An Efficient Multidimensional k-Anonymisation Strategy Using Self-Organising Maps
Date
Authors
Advisors
Journal Title
Journal ISSN
ISSN
DOI
Volume Title
Publisher
Type
Peer reviewed
Abstract
Data mining techniques are highly efficient in sifting through big data to extract hidden knowledge and assist evidence-based decisions. The commercial benefits of these techniques have led to their successful adoption in different domains. However, there is an evidential concern that data mining could potentially be exploited to infer sensitive information, which raises a number of ethical issues, including those relating to privacy rights. Therefore, it is essential to enforce privacy constraints during mining processes in order to maintain a certain degree of privacy on the data to prevent inferences. As such, it is imperative to develop novel privacy techniques that can safeguard individual privacy during mining processes, while yet enabling the use of the data.
This thesis centers primarily on privacy-preserving data mining, and specifically focuses on a proposed hybrid framework that combines data transformation methods in conjunction with anonymisation algorithms to derive more data utility during mining processes. The framework encompasses Self-Organising Maps for data transformation, two prominent clustering-based k-anonymisation algorithms to guarantee a certain degree of privacy, selective privacy and data quality metrics to validate our methods, and classification tasks to study the impact of our methods in data mining.
The experiments of the study reveal that the proposed hybrid framework produces the most desirable properties for subsequent data mining. It is effective in meeting the desired privacy requirement and captures relevant patterns in microdata that are beneficial for classification tasks.
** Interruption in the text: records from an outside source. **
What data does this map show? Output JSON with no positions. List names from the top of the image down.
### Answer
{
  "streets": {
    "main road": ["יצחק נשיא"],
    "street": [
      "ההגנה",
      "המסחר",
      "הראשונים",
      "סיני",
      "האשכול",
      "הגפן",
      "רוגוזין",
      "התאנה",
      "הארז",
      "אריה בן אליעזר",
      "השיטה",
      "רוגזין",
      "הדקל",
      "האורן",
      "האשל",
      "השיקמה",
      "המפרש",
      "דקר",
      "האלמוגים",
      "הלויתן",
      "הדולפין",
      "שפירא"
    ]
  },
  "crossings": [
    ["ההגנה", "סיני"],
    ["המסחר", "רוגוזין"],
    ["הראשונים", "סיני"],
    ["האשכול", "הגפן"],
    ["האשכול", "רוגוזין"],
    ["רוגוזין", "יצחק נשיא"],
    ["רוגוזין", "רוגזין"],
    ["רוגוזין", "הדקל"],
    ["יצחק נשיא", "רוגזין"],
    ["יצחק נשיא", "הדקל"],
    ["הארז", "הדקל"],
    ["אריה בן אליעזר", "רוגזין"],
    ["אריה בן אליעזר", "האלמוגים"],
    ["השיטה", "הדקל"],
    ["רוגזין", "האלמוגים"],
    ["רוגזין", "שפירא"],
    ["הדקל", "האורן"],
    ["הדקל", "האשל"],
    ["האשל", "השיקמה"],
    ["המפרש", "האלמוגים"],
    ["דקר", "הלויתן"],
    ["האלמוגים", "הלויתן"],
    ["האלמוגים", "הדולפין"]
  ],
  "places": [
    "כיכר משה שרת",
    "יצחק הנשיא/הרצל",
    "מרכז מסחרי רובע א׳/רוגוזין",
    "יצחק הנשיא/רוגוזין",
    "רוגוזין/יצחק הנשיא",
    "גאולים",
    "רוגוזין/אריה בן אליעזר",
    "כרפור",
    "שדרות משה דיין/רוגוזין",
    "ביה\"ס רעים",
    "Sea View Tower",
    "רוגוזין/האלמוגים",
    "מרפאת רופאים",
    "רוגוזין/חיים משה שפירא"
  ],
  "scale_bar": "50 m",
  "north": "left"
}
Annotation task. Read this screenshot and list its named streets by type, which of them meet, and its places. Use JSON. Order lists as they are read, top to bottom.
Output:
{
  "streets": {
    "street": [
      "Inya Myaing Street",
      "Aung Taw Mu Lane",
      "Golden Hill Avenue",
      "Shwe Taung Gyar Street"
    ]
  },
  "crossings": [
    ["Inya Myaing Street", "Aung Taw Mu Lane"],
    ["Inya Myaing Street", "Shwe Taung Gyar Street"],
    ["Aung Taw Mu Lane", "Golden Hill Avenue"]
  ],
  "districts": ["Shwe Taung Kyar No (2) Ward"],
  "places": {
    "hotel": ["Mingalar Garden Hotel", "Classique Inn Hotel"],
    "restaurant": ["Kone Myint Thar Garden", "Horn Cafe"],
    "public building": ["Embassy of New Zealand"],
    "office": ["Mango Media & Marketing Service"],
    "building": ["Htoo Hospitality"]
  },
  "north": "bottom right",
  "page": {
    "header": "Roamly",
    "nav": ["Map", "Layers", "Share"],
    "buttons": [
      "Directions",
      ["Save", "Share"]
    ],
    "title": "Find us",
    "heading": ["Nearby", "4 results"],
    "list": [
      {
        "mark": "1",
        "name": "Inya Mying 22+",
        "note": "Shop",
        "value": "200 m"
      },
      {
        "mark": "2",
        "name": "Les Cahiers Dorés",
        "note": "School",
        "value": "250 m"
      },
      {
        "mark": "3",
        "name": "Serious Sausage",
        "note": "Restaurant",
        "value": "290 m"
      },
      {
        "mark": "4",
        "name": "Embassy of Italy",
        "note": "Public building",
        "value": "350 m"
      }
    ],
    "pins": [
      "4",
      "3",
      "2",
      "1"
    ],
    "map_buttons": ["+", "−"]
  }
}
In addition to this, the transformed data produced by self-organising maps conceals the input set into a 1-dimensional set of data, therefore preserving the true values of the original set. Results obtained from the experiments show that this unified approach has better overall performance in classification tasks than conventional methods.
The outcome of the study concludes that anonymisation and data mining techniques are highly interdependent. Complicating their combination is the fact that both parties are attempting to achieve contradicting objectives. Therefore, the inclusion of additional techniques serves as a viable starting point for subsequent enhancements to promote compatibility between both parties. This would lead to reduced fluctuations in data mining performance and produce more consistent outcomes. The proposed model is effective in meeting this goal of adequately satisfying a privacy requirement while enhancing utility for subsequent data mining problems.